The holidays are here, and I'm feeling so incomplete. I can't explain it, that word, "incomplete", keeps popping into my head. Not finished. I feel like I have so much I want to do, so much that's just not done. I tend to think about things, rather than doing them, until I end up overwhelmed by all of my thoughts, still left with nothing done.
I guess that means it's time to stop thinking, and start doing. Priorities have always been a challenge for me. I tend to spend the bulk of my time doing one thing after another and not ever stopping to *think* about things. To take a moment and make sure that I've already done the things I *should* do or *wanted* to do.
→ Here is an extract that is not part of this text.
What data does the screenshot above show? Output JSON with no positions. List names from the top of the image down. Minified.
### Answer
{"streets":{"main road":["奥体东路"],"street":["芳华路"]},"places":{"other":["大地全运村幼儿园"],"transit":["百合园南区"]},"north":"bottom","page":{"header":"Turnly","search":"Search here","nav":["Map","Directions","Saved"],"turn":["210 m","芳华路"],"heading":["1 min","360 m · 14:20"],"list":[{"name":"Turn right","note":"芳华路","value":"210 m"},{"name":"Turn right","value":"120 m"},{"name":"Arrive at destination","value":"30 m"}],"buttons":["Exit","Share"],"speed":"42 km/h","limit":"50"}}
I really have been focusing lately on enjoying the moment. Appreciating the now, looking around me, breathing deeply, whispering a little "thank you" to the universe that I get to be here, I get to see and feel and touch and smell, all the wonderful senses that I hardly pay attention to when I'm caught up in being overwhelmed.
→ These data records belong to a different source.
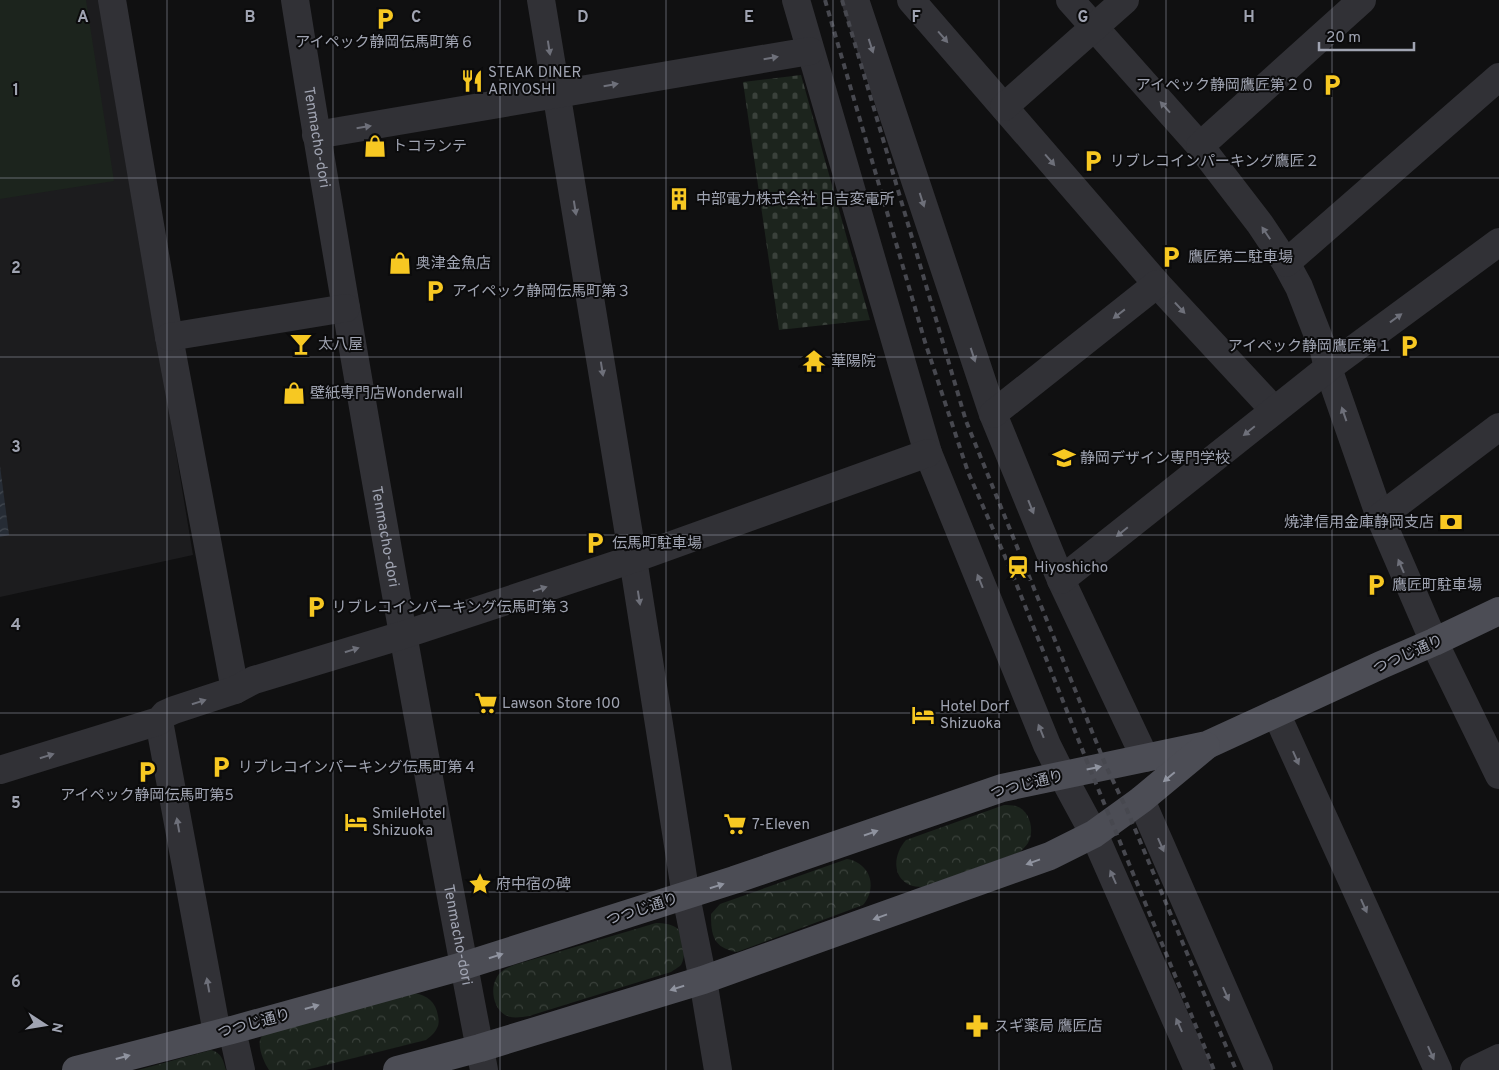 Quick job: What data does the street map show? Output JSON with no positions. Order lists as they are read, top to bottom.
{
  "streets": {
    "main road": ["つつじ通り"],
    "street": ["Tenmacho-dori"]
  },
  "crossings": [
    ["Tenmacho-dori", "つつじ通り"]
  ],
  "places": {
    "parking": [
      "アイペック静岡伝馬町第６",
      "アイペック静岡鷹匠第２０",
      "リブレコインパーキング鷹匠２",
      "鷹匠第二駐車場",
      "アイペック静岡伝馬町第３",
      "アイペック静岡鷹匠第１",
      "伝馬町駐車場",
      "鷹匠町駐車場",
      "リブレコインパーキング伝馬町第３",
      "リブレコインパーキング伝馬町第４",
      "アイペック静岡伝馬町第5"
    ],
    "restaurant": ["STEAK DINER ARIYOSHI"],
    "shop": ["トコランテ", "奥津金魚店", "壁紙専門店Wonderwall"],
    "building": ["中部電力株式会社 日吉変電所"],
    "bar": ["太八屋"],
    "temple": ["華陽院"],
    "school or university": ["静岡デザイン専門学校"],
    "bank": ["焼津信用金庫静岡支店"],
    "station": ["Hiyoshicho"],
    "supermarket": ["Lawson Store 100", "7-Eleven"],
    "hotel": ["Hotel Dorf Shizuoka", "SmileHotel Shizuoka"],
    "place": ["府中宿の碑"],
    "pharmacy": ["スギ薬局 鷹匠店"]
  },
  "scale_bar": "20 m",
  "north": "right",
  "grid": {
    "columns": [
      "A",
      "B",
      "C",
      "D",
      "E",
      "F",
      "G",
      "H"
    ],
    "rows": [
      "1",
      "2",
      "3",
      "4",
      "5",
      "6"
    ]
  }
} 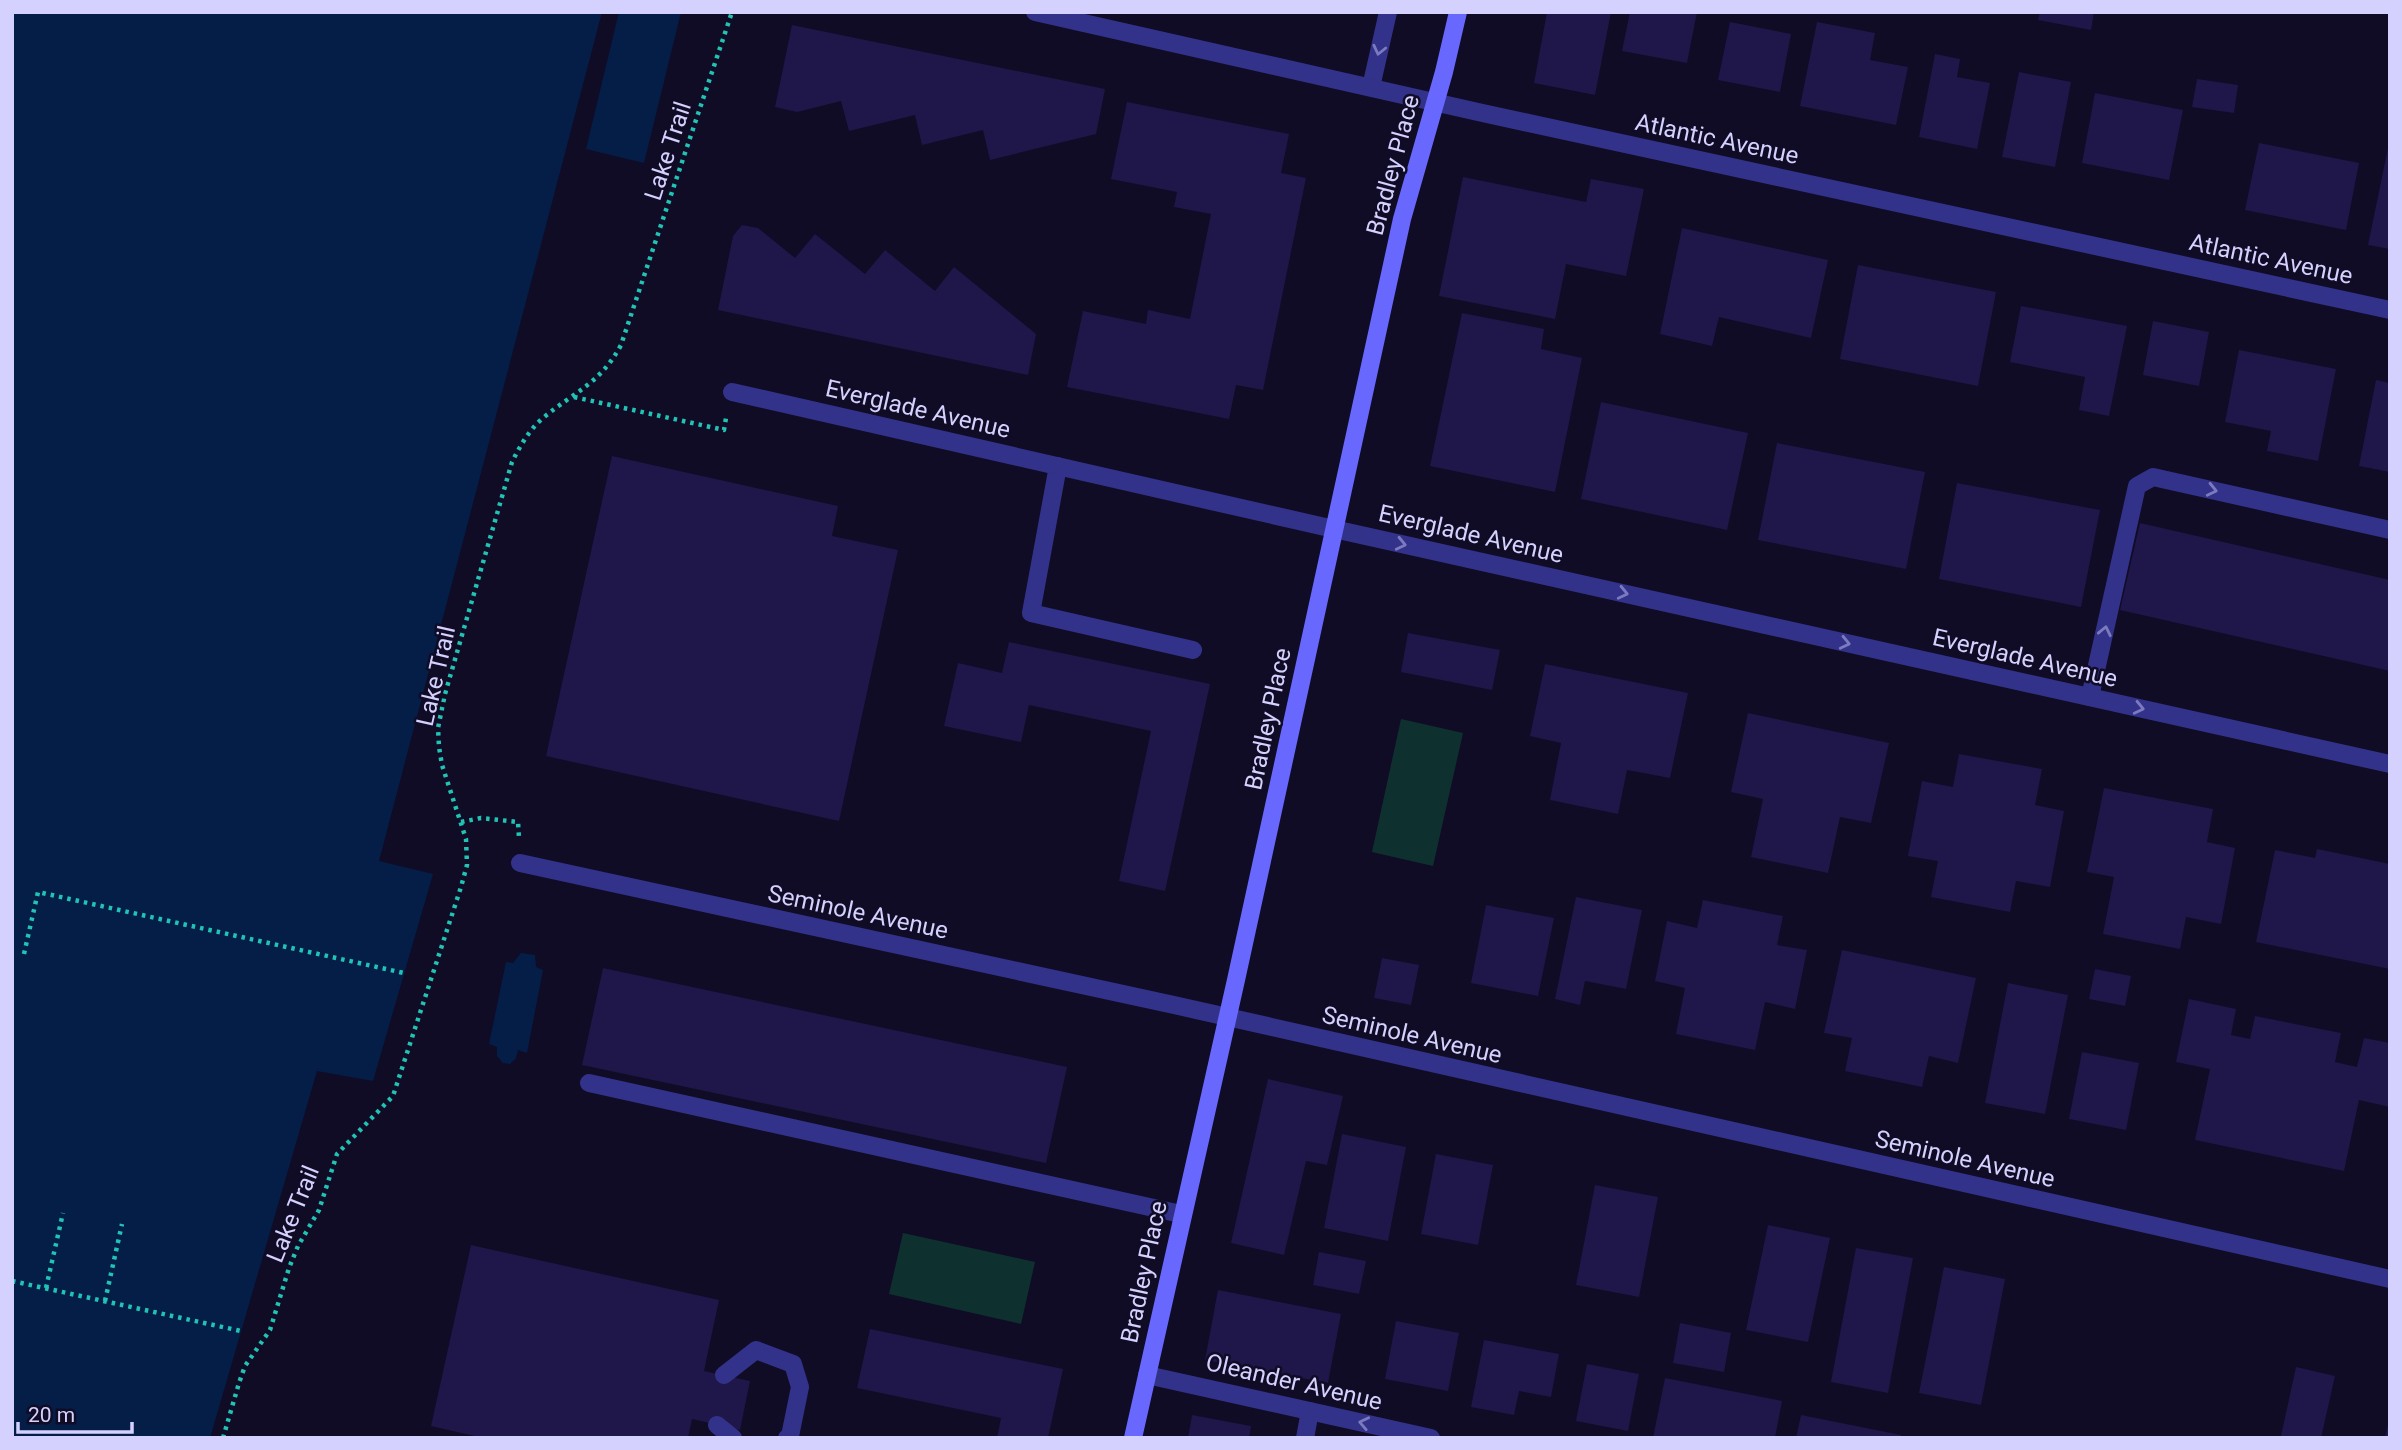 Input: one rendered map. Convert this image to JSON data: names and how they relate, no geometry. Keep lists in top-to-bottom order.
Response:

So I try not to be so weighed down by life and all the things we have to do in order to get through it unscathed. Instead, I'm trying to take every little thing for what it is - a little thing, rather than letting all those little things band together to create that one big thing that always knocks me on my ass.
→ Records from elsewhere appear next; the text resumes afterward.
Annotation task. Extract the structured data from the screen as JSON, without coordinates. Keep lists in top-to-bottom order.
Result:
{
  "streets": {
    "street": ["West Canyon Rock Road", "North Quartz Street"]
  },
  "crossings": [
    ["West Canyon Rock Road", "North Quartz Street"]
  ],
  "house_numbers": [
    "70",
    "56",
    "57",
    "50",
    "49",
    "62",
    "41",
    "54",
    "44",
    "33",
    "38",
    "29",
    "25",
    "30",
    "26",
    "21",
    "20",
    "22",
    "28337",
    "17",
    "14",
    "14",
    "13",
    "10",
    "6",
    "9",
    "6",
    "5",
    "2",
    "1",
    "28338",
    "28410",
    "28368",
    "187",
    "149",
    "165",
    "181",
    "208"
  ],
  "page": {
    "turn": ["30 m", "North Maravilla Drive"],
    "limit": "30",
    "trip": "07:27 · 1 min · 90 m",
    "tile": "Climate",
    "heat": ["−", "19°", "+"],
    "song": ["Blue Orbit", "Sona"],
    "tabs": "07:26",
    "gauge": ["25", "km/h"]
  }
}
They're little things. I can handle little things one at a time. Whether it be a task, like getting my car fixed or paying a bill, or something to stop and appreciate, like noticing a bird in the parking lot, or a smile on a child, I want to be able to handle it as a singular event. Life doesn't happen in chunks. It happens one moment at a time, one little thing after another.
I want to live within the little things, every single moment.